Under the regular season umbrella of Class AAA, 6A and 5A schools would then split up come playoff time into 32-team brackets, with top two 6A and 5A teams in each district earning automatic playoff bids. From there, determining the remaining playoffs teams is a mystery to the coaches.

“The only thing I have concerns about is there's going to be controversy anytime you go at-large, which they are going to do,” said Courtney, entering his 13th season as FHS skipper this fall. "If you play a schedule [of] 10 games you ought to know where you stand all year long about winning and losing.

“That tiebreaker, I don’t know what message that sends? I think it’s a flat overreaction,” he added. “That's what I want to see written, the tiebreaker.

“I don't want it to come to where I have to beat somebody by as much as I can to get into the playoffs. That's just not right.”

Farragut and Bearden’s district supposedly includes several current and former “District 4-AAA” schools in other sports: Heritage, William Blount, Maryville, West, Lenoir City, South-Doyle and Hardin Valley Academy in its inaugural varsity season.

While each school in Knox County has to pay for its own gas for athletic trips, Courtney answered critics who might think FHS has a built-in advantage with more money to spend as a large school. “They have an argument, I understand that,” he said. “But I think we were in a very good situation here, and I don’t know why break it for us? I liked how it worked for us.”

That’s despite facing two trips to Hamilton County in 2008 versus Ooltewah and Soddy-Daisy.

Should any changes be made? “I would have made none,” Courtney said. “I have to operate on what I make at the gate, I don’t get anything from Knox County Schools.

“Like some school districts, they consider [athletic] bus transportation as just part of school.

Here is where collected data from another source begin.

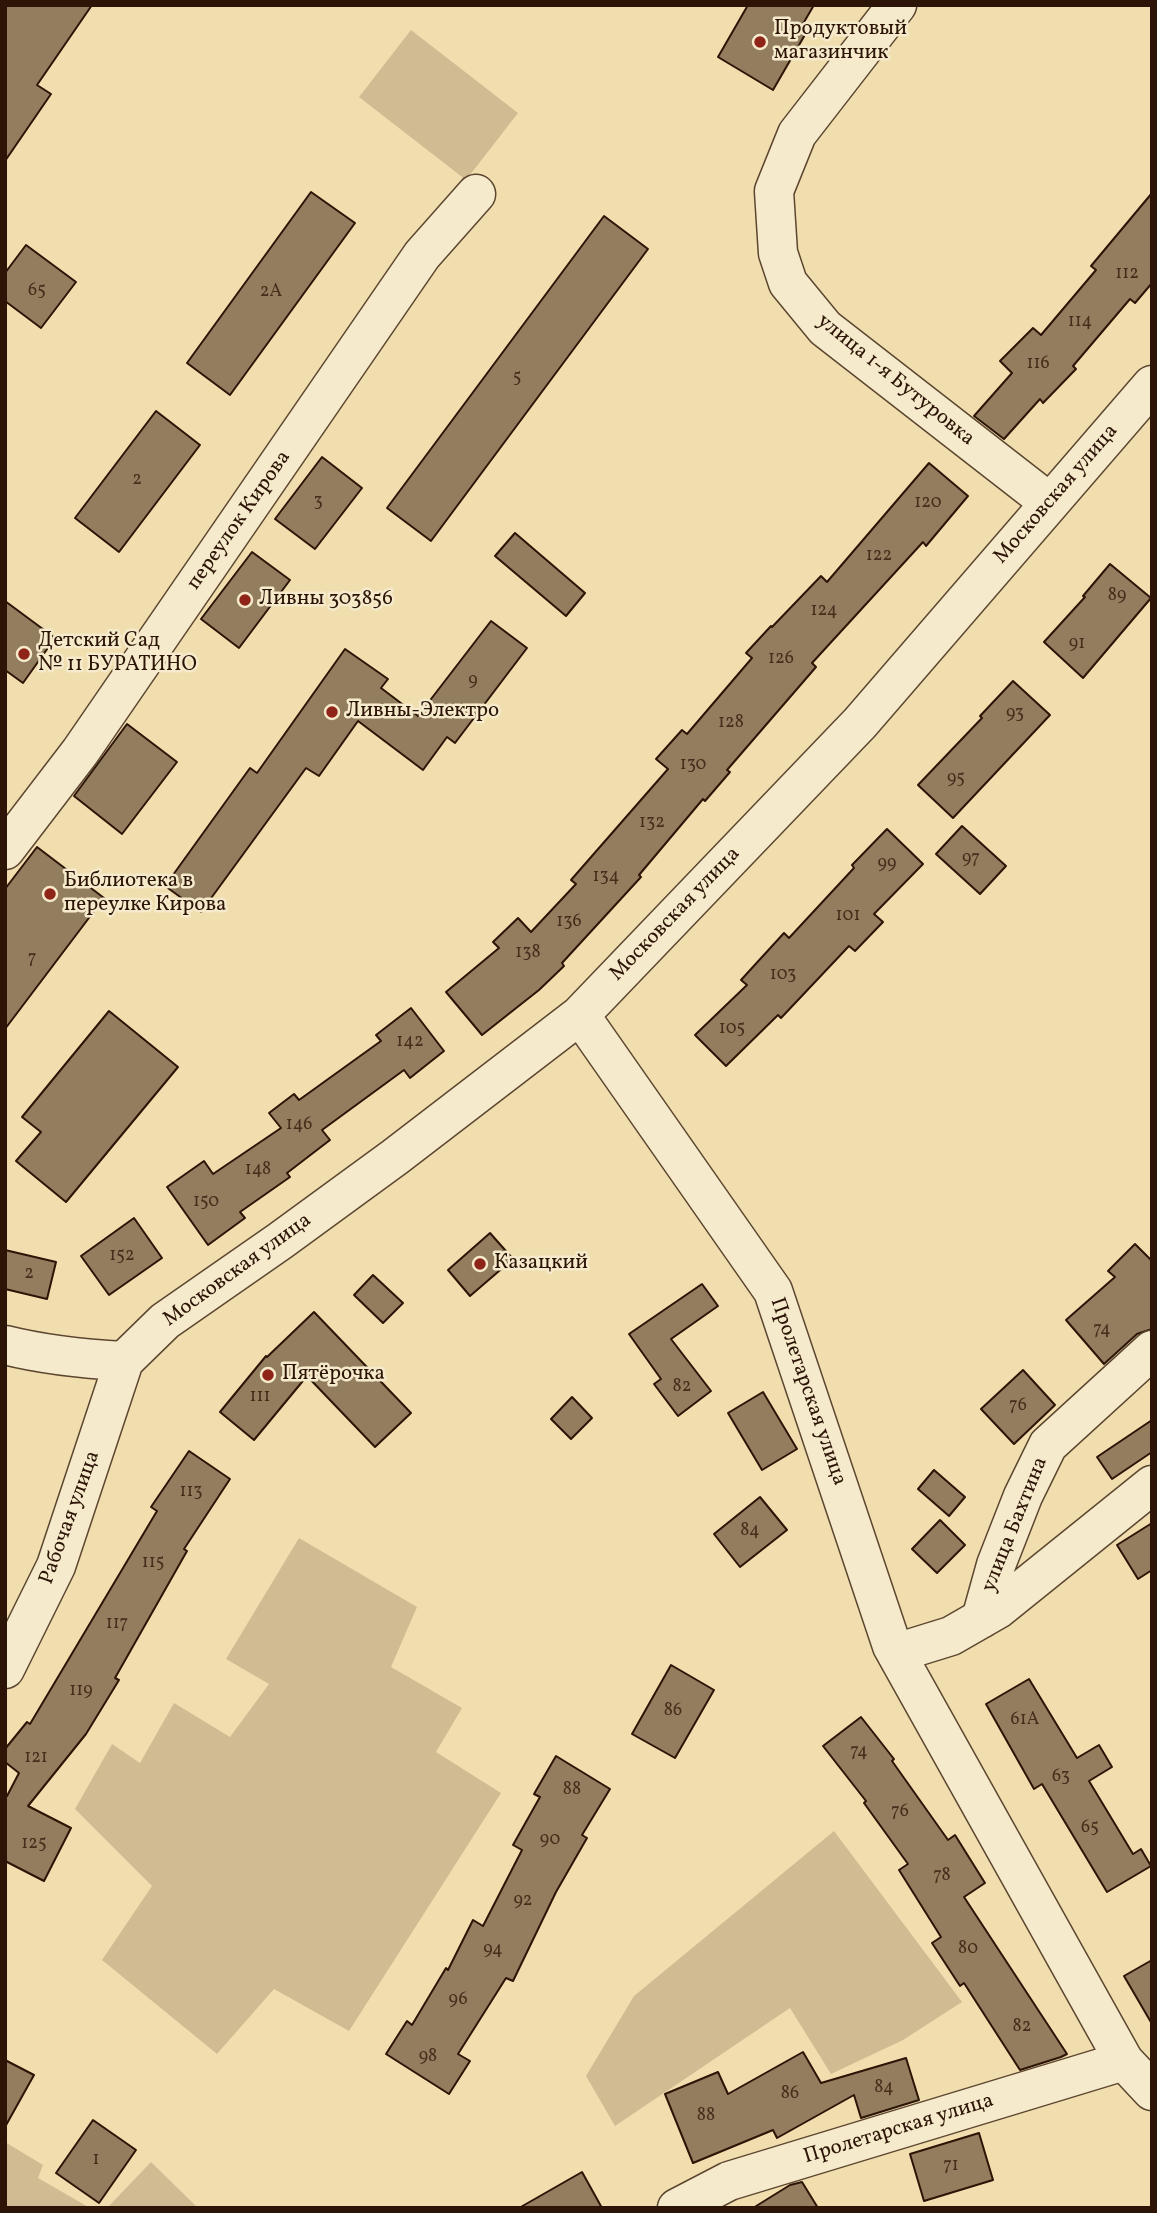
<!DOCTYPE html>
<html>
<head>
<meta charset="utf-8">
<style>
  body { margin:0 }
  #map { position:relative; width:1157px; height:2213px; overflow:hidden; background:#f0deaf; font-family:Vollkorn,serif }
  canvas { display:block }
  .frame { position:absolute; inset:0; border:7px solid #2c1406; pointer-events:none }
</style>
</head>
<body>
<div id="map">
<canvas width="1157" height="2213"></canvas>
<div class="frame"></div>
</div>
<script>
const c = document.querySelector('canvas').getContext('2d');
c.lineJoin = 'round';
function fill(path, color) { c.fillStyle = color; c.fill(path, 'evenodd'); }
function stroke(path, color, width, dash) { c.strokeStyle = color; c.lineWidth = width; c.lineCap = dash ? 'butt' : 'round'; c.setLineDash(dash || []); c.stroke(path); }
function drawText(font, color, halo, rows, align = 'center') {
  c.font = font + ' Vollkorn,serif'; c.lineWidth = 5; c.setLineDash([]); c.textBaseline = 'middle'; c.strokeStyle = halo; c.fillStyle = color; for (const [text, x, y, turn = 0] of rows) {
    c.save(); c.translate(x, y); c.rotate((+turn || 0) * Math.PI / 180); c.textAlign = isNaN(turn) ? turn : align; if (halo) c.strokeText(text, 0, 0); c.fillText(text, 0, 0); c.restore();
  }
}
fill(new Path2D(`
  M 411,30 L 518,113 L 466,180 L 359,97 Z
  M 299,1538 L 417,1607 L 391,1667 L 462,1708 L 436,1752 L 501,1793 L 349,2031 L 274,1989 L 217,2054 L 102,1960 L 152,1886 L 75,1809 L 112,1744 L 140,1763 L 174,1703 L 230,1737 L 269,1684 L 226,1659 Z
  M 834,1831 L 962,2002 L 903,2040 L 831,2074 L 790,2008 L 615,2126 L 586,2076 L 634,1996 Z
  M 5,2142 L 43,2165 L 38,2178 L 90,2208 L 5,2208 Z
  M 151,2162 L 198,2208 L 107,2208 Z`), '#cfbc92');
const building = new Path2D(`
  M 5,5 L 92,5 L 37,85 L 51,94 L 5,161 Z
  M 748,5 L 814,5 L 800,29 L 806,33 L 773,90 L 718,57 Z
  M 311,192 L 355,223 L 230,395 L 187,363 Z
  M 1152,193 L 1152,283 L 1135,303 L 1130,299 L 1073,366 L 1076,369 L 1043,403 L 1040,399 L 1004,439 L 974,416 L 1012,373 L 1000,361 L 1033,328 L 1041,335 L 1096,270 L 1091,266 Z
  M 604,216 L 648,249 L 431,541 L 387,508 Z
  M 26,245 L 76,282 L 41,328 L 5,301 L 5,273 Z
  M 156,411 L 200,445 L 119,552 L 75,518 Z
  M 322,457 L 362,488 L 315,549 L 275,519 Z
  M 929,463 L 968,496 L 926,546 L 923,542 L 812,663 L 816,667 L 727,770 L 730,772 L 705,801 L 703,799 L 639,875 L 641,877 L 562,963 L 564,966 L 539,990 L 482,1035 L 446,992 L 499,948 L 493,942 L 518,918 L 531,932 L 576,884 L 571,880 L 668,769 L 656,759 L 682,730 L 687,734 L 752,658 L 746,653 L 771,626 L 772,627 L 821,576 L 827,582 Z
  M 515,533 L 585,593 L 566,616 L 495,556 Z
  M 252,552 L 290,580 L 239,648 L 201,619 Z
  M 1110,564 L 1151,598 L 1083,678 L 1044,642 L 1085,597 L 1083,596 Z
  M 5,601 L 55,638 L 23,683 L 5,670 Z
  M 491,621 L 527,648 L 455,743 L 447,737 L 423,770 L 358,721 L 319,776 L 306,768 L 201,912 L 165,886 L 250,768 L 257,773 L 345,649 L 388,679 L 381,688 L 418,716 Z
  M 1013,681 L 1050,715 L 953,818 L 918,785 L 982,718 L 980,716 Z
  M 127,724 L 177,762 L 122,834 L 74,796 Z
  M 962,826 L 1006,866 L 980,894 L 936,854 Z
  M 887,829 L 923,864 L 874,914 L 883,922 L 855,951 L 849,946 L 781,1018 L 778,1015 L 726,1066 L 695,1035 L 747,985 L 741,980 L 784,933 L 789,938 L 854,868 L 852,865 Z
  M 37,847 L 104,898 L 5,1029 L 5,889 Z
  M 411,1008 L 444,1051 L 410,1078 L 404,1070 L 322,1130 L 330,1140 L 287,1173 L 290,1177 L 240,1212 L 245,1218 L 208,1245 L 167,1187 L 204,1161 L 213,1174 L 281,1128 L 269,1113 L 294,1094 L 299,1100 L 381,1041 L 376,1035 Z
  M 109,1011 L 178,1067 L 66,1202 L 16,1161 L 41,1132 L 22,1117 Z
  M 134,1218 L 162,1258 L 109,1295 L 81,1256 Z
  M 490,1233 L 513,1259 L 470,1296 L 448,1270 Z
  M 1135,1244 L 1152,1261 L 1152,1329 L 1137,1334 L 1104,1364 L 1066,1320 L 1115,1277 L 1108,1271 Z
  M 5,1250 L 56,1262 L 47,1299 L 5,1289 Z
  M 373,1275 L 403,1303 L 383,1323 L 354,1295 Z
  M 702,1284 L 718,1306 L 671,1339 L 711,1391 L 678,1416 L 654,1384 L 661,1379 L 629,1334 Z
  M 314,1312 L 411,1413 L 375,1447 L 307,1376 L 254,1440 L 220,1412 L 266,1356 L 267,1357 Z
  M 1023,1370 L 1055,1405 L 1014,1444 L 981,1409 Z
  M 763,1392 L 797,1449 L 762,1470 L 728,1413 Z
  M 572,1397 L 592,1418 L 571,1439 L 551,1419 Z
  M 1152,1420 L 1152,1452 L 1112,1479 L 1097,1457 Z
  M 189,1451 L 230,1479 L 184,1549 L 187,1551 L 115,1678 L 119,1680 L 86,1734 L 28,1806 L 71,1828 L 44,1881 L 5,1861 L 5,1795 L 7,1796 L 19,1773 L 5,1762 L 5,1749 L 27,1722 L 30,1724 L 157,1511 L 151,1507 Z
  M 934,1470 L 965,1497 L 949,1516 L 918,1489 Z
  M 760,1497 L 787,1530 L 740,1567 L 714,1534 Z
  M 940,1520 L 965,1545 L 937,1573 L 912,1549 Z
  M 1152,1523 L 1152,1570 L 1138,1579 L 1117,1545 Z
  M 671,1665 L 714,1690 L 675,1758 L 632,1734 Z
  M 1029,1679 L 1077,1758 L 1099,1745 L 1112,1767 L 1089,1781 L 1133,1854 L 1141,1849 L 1151,1866 L 1107,1892 L 1042,1784 L 1034,1789 L 986,1704 Z
  M 861,1717 L 894,1759 L 892,1761 L 948,1840 L 955,1835 L 985,1883 L 964,1897 L 1067,2054 L 1061,2057 L 1020,2070 L 964,1983 L 960,1986 L 932,1943 L 941,1937 L 899,1870 L 908,1864 L 864,1803 L 866,1801 L 823,1746 Z
  M 556,1756 L 610,1789 L 582,1835 L 587,1838 L 556,1892 L 513,1981 L 506,1978 L 458,2054 L 470,2061 L 449,2094 L 386,2054 L 407,2021 L 412,2025 L 446,1968 L 448,1970 L 473,1920 L 483,1926 L 522,1850 L 513,1845 L 540,1797 L 534,1794 Z
  M 1152,1960 L 1152,2024 L 1124,1976 Z
  M 803,2052 L 821,2083 L 906,2058 L 919,2100 L 861,2118 L 854,2095 L 777,2138 L 773,2130 L 693,2163 L 665,2094 L 718,2072 L 728,2094 Z
  M 5,2060 L 34,2075 L 5,2127 Z
  M 93,2120 L 136,2150 L 99,2203 L 56,2173 Z
  M 979,2133 L 993,2180 L 924,2201 L 910,2154 Z
  M 582,2172 L 602,2208 L 519,2208 Z
  M 802,2182 L 818,2208 L 753,2208 L 790,2185 Z`);
fill(building, '#927d5e');
stroke(building, '#2c1406', 2);
const minor = new Path2D(`
  M 897,5 L 797,134 L 774,191 L 778,253 L 788,283 L 825,328 L 1050,503
  M 5,850 L 80,752 L 422,255 L 476,194
  M 580,1015 L 773,1291 L 892,1646 L 1124,2061 L 1152,2091
  M 5,1345 C 45,1355 84,1359 124,1361
  M 981,1619 L 996,1565 L 1023,1496 L 1048,1445 L 1152,1350
  M 896,1653 L 951,1636 L 998,1609 L 1152,1485
  M 5,1669 L 56,1566 L 124,1361 L 165,1321 L 280,1241 L 395,1157 L 580,1015 L 860,723 L 1152,385
  M 677,2208 L 729,2181 L 1124,2061`);
stroke(minor, '#5d4630', 41);
stroke(minor, '#f5eacb', 38);
for (const [x, y, r, color] of [
  [760,42,7,"#8f2418"],
  [245,600,7,"#8f2418"],
  [24,654,7,"#8f2418"],
  [332,712,7,"#8f2418"],
  [50,894,7,"#8f2418"],
  [480,1264,7,"#8f2418"],
  [268,1375,7,"#8f2418"]
]) { const dot = new Path2D(); dot.arc(x, y, r, 0, 2 * Math.PI); c.fillStyle = color; c.fill(dot); stroke(dot, '#f5eacb', 2.5); }
drawText('18px', '#462e1c', null, [
  ["112",1127,275],
  ["65",37,292],
  ["2А",271,293],
  ["114",1080,323],
  ["116",1038,365],
  ["5",517,379],
  ["2",137,481],
  ["3",318,503],
  ["120",928,504],
  ["122",879,557],
  ["89",1117,597],
  ["124",824,612],
  ["91",1077,645],
  ["126",781,660],
  ["9",473,682],
  ["93",1015,715],
  ["128",731,724],
  ["130",693,766],
  ["95",956,780],
  ["132",652,824],
  ["97",971,860],
  ["99",887,865],
  ["134",606,878],
  ["101",848,917],
  ["136",569,923],
  ["138",528,954],
  ["7",32,960],
  ["103",783,976],
  ["105",732,1030],
  ["142",410,1043],
  ["146",299,1126],
  ["148",258,1171],
  ["150",206,1203],
  ["152",122,1257],
  ["2",29,1275],
  ["74",1102,1331],
  ["82",682,1388],
  ["111",260,1398],
  ["76",1018,1407],
  ["113",191,1493],
  ["84",750,1532],
  ["115",153,1564],
  ["117",117,1625],
  ["119",81,1692],
  ["86",673,1712],
  ["61А",1025,1721],
  ["74",859,1753],
  ["121",36,1759],
  ["63",1061,1778],
  ["88",572,1791],
  ["76",900,1813],
  ["65",1090,1829],
  ["90",550,1841],
  ["125",34,1845],
  ["78",942,1877],
  ["92",523,1902],
  ["80",968,1950],
  ["94",493,1951],
  ["96",458,2001],
  ["82",1022,2028],
  ["98",428,2058],
  ["84",884,2089],
  ["86",790,2095],
  ["88",706,2117],
  ["1",96,2161],
  ["71",951,2167]
]);
drawText('21px', '#2c1406', '#f5eacb', [
  ["Продуктовый",774,30],
  ["магазинчик",774,54],
  ["Ливны 303856",259,600],
  ["Детский Сад",38,642],
  ["№ 11 БУРАТИНО",38,666],
  ["Ливны-Электро",346,712],
  ["Библиотека в",64,882],
  ["переулке Кирова",64,906],
  ["Казацкий",494,1264],
  ["Пятёрочка",282,1375]
], 'left');
drawText('21px', '#2c1406', '#f5eacb', [
  ["улица 1-я Бутуровка",895,381,39],
  ["Московская улица",1057,495,-49],
  ["переулок Кирова",240,521,-55],
  ["Московская улица",676,915,-46],
  ["Московская улица",238,1271,-36],
  ["Пролетарская улица",807,1392,71],
  ["Рабочая улица",71,1518,-70],
  ["улица Бахтина",1016,1525,-68],
  ["Пролетарская улица",899,2130,-17]
]);
</script>
</body>
</html>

Some of these schools that we play don’t have to pay for buses. I have to pay for the buses,” he added. “I’m not speaking on behalf of somebody that’s a single-A program where that might be a real big issue for them.”

Taylor said he believes “there's some schools that had some power that pushed this. This was proposed long before gas prices went out of the roof. There are just some schools, they didn't want to do the 5-A travel.

“I liked it the way it was … because you knew what you had to do to get to the playoffs, there's not a lot of guesswork involved,” Taylor added. ”I know coaches in our region, and other regions liked it the way it was. I know travel was an issue a little bit.”

Concerning cutting travel costs due to rapidly increasing gas prices, “I can understand that,” Taylor said. “Gas is going to be more, and we're definitely going to see it more this year as opposed to any year in the past.”

Having a state semifinal playoff trip to Smyrna added to its 2007 football travel costs, which include an annual trip to the Tri-Cities, “I think we spent around $10[000] to $12,000 last year busing,” the second year BHS head coach said.

Taking an educated guess on 2008, which will vary depending on possible playoff travel, “I'd say probably $12[000] or $13,000 I would think,” Taylor added.

Would Taylor have made any changes? “I think I would have probably kept it the same way,” he said.